The problem comes from knowing if any of the samples on the +Drive are referenced by any sample pool in any project (the project in memory, or the ones in the +Drive project area), or are referenced by any sound (again in any project, or in the +Drive sound area). No tool can currently do this.

The +Drive has a feature that a given sample cannot be in the +Drive twice: If you take a favorite kick sample, and load it in place in the +Drive with the rest of the kit it came from - can’t load it again in different directory, even if you rename it. This is a standard feature of Elektron devices.

It is both good and bad: Good in that you can move a sample around on the +Drive, and all the sound and project references will stay hooked up to it. This will even work if you completely remove the sample, and then later re-transfer it to the Digitakt (assuming it is exactly the same sample data).

However, if you are managing sets of smaller samples - you might be willing to expend the +Drive space to have duplicates of the exact same sample so that you can keep them ordered by project or other organization. Alas, you can’t.

Future

I assume that Elektron will continue to improve Transfer, but I have no idea what management features they’ll be adding.

elk-herd 3.0 has project backup/restore and project merging (import) functionality. 3.1 will feature a “project+samples” backup and restore option: Backup will create a zip file of the project, and a copy of all the samples it references (except the factory samples). Laster, you can restore this zip file, which will load any missing samples back into the +Drive, and load the project into the Digitakt.
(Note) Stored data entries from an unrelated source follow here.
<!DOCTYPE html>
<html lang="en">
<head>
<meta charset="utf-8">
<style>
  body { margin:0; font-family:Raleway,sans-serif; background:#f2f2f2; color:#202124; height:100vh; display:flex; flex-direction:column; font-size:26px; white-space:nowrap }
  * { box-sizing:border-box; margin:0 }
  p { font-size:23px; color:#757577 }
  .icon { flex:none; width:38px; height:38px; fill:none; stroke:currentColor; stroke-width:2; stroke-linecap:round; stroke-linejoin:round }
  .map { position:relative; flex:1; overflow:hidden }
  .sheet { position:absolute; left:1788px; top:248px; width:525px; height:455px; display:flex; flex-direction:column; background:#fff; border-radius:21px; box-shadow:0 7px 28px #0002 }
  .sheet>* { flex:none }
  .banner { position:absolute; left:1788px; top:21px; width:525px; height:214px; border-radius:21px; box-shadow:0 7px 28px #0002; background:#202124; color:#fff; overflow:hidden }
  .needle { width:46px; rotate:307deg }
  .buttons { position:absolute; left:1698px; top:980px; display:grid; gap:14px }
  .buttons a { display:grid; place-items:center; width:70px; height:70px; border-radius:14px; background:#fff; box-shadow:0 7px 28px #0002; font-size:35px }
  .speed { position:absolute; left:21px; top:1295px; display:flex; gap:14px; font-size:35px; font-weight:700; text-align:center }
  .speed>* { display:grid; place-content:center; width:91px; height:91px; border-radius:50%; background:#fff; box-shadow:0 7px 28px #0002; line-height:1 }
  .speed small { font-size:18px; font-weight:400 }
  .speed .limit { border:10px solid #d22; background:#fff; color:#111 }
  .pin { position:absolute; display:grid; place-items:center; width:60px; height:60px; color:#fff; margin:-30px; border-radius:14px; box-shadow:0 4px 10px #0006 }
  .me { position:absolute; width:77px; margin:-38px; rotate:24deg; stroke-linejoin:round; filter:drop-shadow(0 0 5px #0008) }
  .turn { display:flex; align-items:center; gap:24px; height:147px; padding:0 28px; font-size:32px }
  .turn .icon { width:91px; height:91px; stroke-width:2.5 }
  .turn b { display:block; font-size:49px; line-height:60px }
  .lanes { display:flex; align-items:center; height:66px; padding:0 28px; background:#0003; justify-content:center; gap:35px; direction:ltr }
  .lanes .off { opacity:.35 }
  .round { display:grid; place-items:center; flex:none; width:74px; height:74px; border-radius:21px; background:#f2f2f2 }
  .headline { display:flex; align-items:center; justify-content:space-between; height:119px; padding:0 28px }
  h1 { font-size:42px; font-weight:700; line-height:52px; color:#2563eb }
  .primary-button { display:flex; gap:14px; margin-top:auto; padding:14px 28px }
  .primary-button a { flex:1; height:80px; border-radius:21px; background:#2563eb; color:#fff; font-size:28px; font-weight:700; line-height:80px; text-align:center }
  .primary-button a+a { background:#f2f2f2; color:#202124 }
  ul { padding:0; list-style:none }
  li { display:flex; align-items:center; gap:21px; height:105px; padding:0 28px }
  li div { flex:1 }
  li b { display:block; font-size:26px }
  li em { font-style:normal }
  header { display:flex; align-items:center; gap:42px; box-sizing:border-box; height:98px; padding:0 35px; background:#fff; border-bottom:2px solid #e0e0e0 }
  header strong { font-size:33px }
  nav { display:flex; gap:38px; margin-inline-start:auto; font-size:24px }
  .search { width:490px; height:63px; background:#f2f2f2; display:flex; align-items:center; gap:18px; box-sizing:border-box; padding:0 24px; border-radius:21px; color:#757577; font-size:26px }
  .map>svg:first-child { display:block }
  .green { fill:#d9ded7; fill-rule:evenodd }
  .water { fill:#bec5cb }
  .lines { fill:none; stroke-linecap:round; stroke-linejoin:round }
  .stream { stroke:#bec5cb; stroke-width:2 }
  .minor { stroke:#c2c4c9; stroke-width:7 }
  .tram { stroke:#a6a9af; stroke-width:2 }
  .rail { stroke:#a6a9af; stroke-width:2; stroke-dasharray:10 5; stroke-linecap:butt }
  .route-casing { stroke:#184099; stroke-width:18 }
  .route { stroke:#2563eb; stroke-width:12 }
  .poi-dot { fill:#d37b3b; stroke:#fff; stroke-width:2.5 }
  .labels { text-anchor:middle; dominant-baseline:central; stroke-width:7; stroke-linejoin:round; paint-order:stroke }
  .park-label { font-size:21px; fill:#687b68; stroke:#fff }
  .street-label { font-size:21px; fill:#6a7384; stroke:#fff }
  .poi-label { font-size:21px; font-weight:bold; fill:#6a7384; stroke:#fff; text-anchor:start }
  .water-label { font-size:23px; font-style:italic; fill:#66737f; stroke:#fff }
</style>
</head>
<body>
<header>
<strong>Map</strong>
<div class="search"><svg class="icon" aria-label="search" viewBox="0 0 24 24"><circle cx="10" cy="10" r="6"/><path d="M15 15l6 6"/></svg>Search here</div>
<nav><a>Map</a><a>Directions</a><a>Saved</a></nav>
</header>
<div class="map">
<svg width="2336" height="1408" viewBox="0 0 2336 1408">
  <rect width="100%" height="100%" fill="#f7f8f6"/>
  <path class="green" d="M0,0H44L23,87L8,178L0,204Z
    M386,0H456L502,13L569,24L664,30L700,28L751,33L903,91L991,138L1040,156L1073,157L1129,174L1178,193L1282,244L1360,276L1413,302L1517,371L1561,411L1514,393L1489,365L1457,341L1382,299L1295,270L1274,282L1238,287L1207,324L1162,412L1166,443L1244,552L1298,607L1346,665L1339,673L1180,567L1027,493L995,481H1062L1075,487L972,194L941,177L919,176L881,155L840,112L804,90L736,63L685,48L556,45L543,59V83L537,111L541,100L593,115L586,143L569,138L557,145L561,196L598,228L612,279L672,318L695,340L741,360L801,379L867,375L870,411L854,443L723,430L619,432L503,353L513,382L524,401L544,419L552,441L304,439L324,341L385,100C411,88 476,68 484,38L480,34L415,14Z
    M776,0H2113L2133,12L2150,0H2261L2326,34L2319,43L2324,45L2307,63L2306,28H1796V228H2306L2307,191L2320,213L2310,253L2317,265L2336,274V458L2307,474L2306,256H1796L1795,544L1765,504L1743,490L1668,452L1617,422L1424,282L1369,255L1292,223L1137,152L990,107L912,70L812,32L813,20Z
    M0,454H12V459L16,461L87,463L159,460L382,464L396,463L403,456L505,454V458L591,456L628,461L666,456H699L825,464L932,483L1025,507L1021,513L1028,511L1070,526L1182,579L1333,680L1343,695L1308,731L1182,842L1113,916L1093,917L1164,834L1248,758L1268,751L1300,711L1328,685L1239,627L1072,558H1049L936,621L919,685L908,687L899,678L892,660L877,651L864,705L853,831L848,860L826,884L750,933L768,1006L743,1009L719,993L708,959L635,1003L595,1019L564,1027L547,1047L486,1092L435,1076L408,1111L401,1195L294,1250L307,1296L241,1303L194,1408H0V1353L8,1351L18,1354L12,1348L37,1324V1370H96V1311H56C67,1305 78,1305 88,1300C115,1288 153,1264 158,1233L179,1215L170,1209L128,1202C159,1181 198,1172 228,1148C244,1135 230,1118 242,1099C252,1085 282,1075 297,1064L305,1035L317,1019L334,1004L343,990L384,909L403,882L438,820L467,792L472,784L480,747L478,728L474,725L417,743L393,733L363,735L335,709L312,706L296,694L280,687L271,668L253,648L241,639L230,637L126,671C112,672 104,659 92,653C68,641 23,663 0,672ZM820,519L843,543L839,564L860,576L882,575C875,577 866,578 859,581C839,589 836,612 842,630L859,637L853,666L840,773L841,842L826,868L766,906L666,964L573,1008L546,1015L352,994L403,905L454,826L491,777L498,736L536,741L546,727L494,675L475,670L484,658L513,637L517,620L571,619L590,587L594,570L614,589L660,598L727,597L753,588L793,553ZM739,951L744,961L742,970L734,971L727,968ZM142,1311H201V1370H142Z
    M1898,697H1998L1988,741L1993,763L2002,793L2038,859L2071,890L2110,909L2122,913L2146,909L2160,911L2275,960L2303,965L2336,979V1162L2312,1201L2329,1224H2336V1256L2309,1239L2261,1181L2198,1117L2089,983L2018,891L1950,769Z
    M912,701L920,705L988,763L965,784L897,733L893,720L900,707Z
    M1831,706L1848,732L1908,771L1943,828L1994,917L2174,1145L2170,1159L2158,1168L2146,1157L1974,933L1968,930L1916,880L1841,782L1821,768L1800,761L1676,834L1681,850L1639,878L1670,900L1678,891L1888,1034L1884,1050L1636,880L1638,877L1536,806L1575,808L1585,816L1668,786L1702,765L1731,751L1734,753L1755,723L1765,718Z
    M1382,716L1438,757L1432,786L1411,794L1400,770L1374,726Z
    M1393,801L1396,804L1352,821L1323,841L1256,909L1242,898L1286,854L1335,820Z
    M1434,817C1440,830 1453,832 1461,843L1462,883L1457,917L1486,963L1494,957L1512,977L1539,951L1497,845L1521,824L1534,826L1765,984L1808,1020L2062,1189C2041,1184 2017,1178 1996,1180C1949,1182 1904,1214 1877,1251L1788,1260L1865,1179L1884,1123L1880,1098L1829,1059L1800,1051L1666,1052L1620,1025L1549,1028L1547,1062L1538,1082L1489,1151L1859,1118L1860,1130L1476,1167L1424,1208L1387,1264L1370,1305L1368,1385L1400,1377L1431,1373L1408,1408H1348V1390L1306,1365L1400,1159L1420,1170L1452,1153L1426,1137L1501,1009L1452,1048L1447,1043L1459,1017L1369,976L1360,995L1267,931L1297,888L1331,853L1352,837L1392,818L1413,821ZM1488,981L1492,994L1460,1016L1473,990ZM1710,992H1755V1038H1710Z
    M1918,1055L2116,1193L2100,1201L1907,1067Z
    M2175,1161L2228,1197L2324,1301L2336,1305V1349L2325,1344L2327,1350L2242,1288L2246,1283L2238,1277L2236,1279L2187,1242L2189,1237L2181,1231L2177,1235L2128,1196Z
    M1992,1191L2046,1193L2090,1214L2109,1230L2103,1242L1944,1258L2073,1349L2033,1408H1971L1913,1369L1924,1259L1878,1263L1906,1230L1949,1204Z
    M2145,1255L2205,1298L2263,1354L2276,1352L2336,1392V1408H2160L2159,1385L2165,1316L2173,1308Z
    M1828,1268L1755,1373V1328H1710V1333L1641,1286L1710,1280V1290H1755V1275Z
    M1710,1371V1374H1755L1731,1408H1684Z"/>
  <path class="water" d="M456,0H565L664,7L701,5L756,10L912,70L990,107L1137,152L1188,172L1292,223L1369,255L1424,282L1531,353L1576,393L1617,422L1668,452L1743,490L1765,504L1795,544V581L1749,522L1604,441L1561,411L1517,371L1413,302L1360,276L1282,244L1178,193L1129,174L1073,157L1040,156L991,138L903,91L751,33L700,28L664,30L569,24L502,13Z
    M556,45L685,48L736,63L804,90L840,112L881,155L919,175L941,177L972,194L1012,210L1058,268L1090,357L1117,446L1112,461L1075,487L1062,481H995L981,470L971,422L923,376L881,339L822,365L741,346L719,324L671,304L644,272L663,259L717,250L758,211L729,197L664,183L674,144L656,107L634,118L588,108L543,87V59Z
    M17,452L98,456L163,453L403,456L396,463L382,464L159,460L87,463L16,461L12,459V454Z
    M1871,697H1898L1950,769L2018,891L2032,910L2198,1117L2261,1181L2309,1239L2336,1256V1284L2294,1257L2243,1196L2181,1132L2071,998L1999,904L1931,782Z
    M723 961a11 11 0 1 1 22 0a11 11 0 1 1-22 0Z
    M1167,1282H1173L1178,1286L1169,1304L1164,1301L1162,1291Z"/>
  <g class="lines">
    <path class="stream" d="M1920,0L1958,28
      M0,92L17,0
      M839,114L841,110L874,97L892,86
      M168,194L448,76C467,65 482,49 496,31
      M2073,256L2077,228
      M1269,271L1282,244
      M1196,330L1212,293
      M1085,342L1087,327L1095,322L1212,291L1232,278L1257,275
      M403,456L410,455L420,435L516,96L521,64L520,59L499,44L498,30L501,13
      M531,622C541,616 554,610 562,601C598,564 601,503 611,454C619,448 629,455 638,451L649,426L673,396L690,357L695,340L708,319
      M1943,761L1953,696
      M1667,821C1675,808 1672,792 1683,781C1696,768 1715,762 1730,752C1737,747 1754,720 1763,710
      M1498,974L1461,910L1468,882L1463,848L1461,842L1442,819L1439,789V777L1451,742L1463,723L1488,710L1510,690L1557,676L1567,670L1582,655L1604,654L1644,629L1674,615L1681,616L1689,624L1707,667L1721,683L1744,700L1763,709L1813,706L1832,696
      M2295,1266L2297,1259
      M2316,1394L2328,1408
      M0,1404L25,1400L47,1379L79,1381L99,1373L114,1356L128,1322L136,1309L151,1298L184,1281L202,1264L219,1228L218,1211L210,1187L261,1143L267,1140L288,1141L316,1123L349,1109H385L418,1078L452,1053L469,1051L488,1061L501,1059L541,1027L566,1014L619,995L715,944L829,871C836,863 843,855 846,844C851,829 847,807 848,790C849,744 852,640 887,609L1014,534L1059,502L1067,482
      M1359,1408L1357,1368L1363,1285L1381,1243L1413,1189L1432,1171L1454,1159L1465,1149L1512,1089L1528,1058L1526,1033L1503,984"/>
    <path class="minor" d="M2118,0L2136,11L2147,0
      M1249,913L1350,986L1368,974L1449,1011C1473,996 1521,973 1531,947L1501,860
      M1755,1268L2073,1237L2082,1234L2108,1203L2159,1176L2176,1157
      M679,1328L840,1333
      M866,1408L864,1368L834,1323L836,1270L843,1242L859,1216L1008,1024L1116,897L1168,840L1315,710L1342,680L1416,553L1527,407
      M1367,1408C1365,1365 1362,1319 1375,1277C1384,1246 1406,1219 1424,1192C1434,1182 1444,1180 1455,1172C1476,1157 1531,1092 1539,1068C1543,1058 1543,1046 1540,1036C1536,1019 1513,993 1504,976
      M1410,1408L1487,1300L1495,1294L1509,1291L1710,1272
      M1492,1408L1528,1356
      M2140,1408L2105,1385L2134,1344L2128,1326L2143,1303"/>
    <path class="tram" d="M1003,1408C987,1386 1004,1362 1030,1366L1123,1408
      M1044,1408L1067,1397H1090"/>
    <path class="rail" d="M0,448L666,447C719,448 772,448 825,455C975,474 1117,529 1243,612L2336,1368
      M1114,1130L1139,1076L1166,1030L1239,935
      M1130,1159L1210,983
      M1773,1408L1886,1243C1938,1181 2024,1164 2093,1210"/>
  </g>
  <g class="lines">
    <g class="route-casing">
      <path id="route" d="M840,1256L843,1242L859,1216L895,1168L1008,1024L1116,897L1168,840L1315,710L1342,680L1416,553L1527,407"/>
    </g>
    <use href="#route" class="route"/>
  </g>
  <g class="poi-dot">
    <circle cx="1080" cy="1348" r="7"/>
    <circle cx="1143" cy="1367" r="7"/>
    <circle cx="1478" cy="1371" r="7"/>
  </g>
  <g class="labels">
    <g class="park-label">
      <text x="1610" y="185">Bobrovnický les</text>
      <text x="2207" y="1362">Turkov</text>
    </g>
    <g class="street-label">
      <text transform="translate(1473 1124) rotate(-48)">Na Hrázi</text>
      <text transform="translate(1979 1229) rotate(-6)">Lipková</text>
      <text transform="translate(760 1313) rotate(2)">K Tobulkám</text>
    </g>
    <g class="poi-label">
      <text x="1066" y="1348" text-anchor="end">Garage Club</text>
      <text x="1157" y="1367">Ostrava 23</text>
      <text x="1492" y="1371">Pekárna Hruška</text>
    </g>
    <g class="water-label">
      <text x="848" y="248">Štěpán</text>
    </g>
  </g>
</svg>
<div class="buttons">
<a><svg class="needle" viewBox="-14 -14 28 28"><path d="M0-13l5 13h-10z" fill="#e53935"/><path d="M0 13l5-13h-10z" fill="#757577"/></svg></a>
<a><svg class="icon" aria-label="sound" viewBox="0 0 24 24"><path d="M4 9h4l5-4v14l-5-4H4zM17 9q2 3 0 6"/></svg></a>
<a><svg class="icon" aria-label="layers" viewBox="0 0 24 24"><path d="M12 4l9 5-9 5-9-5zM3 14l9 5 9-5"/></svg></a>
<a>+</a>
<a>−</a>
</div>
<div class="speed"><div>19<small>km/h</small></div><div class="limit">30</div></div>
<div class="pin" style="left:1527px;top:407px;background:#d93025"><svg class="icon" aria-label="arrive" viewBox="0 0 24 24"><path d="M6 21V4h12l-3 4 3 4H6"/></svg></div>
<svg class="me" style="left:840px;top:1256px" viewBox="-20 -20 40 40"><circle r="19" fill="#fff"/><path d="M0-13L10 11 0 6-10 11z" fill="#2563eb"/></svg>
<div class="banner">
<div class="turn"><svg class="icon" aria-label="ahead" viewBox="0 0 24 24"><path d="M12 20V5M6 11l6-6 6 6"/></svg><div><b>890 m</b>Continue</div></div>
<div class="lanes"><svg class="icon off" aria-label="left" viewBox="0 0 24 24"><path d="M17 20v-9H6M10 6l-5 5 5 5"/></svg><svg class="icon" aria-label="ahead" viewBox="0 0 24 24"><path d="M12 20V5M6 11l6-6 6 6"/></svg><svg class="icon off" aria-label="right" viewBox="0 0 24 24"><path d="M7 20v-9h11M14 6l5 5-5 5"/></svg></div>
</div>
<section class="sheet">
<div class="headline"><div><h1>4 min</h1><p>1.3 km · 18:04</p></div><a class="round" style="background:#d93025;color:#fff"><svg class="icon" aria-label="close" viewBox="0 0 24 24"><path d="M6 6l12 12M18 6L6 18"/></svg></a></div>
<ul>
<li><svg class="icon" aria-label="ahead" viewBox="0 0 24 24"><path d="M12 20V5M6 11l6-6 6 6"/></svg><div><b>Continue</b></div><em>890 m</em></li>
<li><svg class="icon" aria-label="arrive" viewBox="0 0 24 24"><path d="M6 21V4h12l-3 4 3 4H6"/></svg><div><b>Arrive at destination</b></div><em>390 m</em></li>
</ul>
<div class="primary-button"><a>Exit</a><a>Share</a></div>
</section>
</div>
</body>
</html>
I would love to add the ability to find unused samples on the +Drive, but there are some difficult design issues, and currently the Digitakt OS doesn’t let me get at +Drive projects.

24 Likes

Thank you so much for that detailed and structured documentation (and for the awesome elk herd project). My Idea before reading your post was to duplicate all samples used on the +Drive and save the duplicates in project specific folders. This would still be achievable if you resample all samples in a project. But that sound painful. Your planned update would help a lot.